Emerging growth company ☐
If an emerging growth company, indicate by check mark if the registrant has elected not to use the extended transition period for complying with any new or revised financial accounting standards provided pursuant to Section 13(a) of the Exchange Act. ☐
Item 5.02. Departure of Directors or Certain Officers; Election of Directors; Appointment of Certain Officers; Compensatory Arrangements of Certain Officers.
At the 2017 Annual Meeting of Stockholders (the “Annual Meeting”) of Universal Stainless & Alloy Products, Inc. (the “Company”) held on May 3, 2017, the Company’s stockholders approved the Universal Stainless & Alloy Products, Inc. 2017 Equity Incentive Plan (the “2017 Plan”). The 2017 Plan was adopted by the Company’s Board of Directors on January 28, 2017, subject to stockholder approval at the Annual Meeting.
The 2017 Plan will be administered by the Compensation Committee of the Company’s Board of Directors, which will select award recipients from the eligible participants, determine the types of awards to be granted and determine the applicable terms, conditions, performance criteria, restrictions and other provisions of such awards, including any applicable vesting terms.

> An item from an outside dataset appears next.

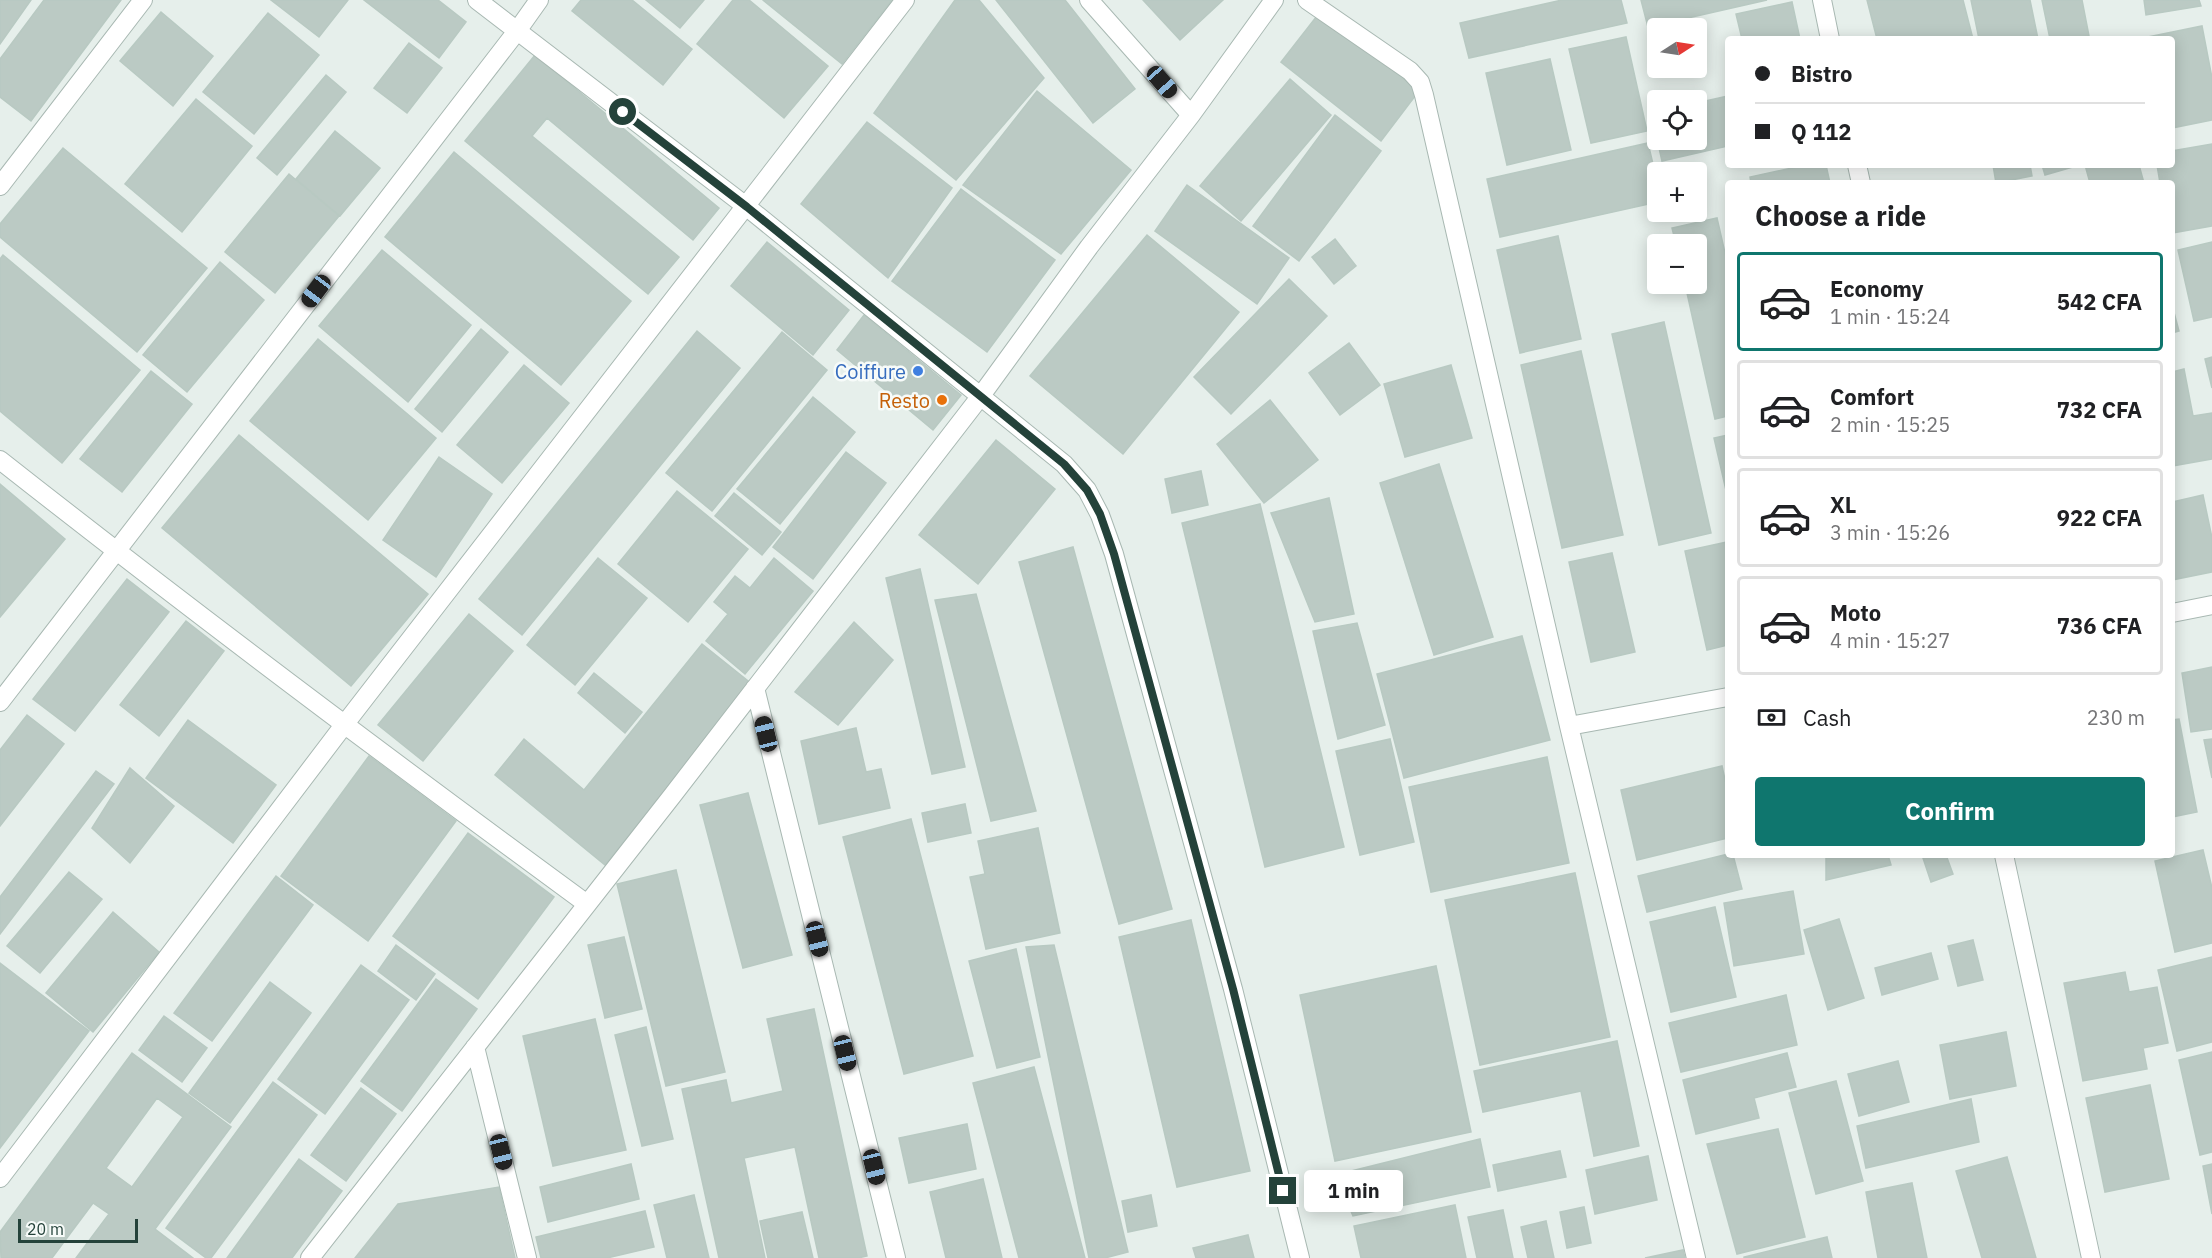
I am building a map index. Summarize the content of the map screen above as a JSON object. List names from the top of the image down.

The 2017 Plan incorporates a broad variety of cash-based and equity-based incentive compensation elements to provide the Compensation Committee with significant flexibility. Subject to permitted adjustments for certain corporate transactions, the maximum number of shares of the Company’s common stock that may be delivered under the 2017 Plan is 568,357 shares, including 168,357 shares that remained available for grant under the Universal Stainless & Alloy Products, Inc. Omnibus Incentive Plan.
The foregoing description of the 2017 Plan is qualified in its entirety by the full text of the 2017 Plan appearing as Appendix A to the Company’s definitive proxy statement filed with the Securities and Exchange Commission on April 13, 2017, which is incorporated herein by reference.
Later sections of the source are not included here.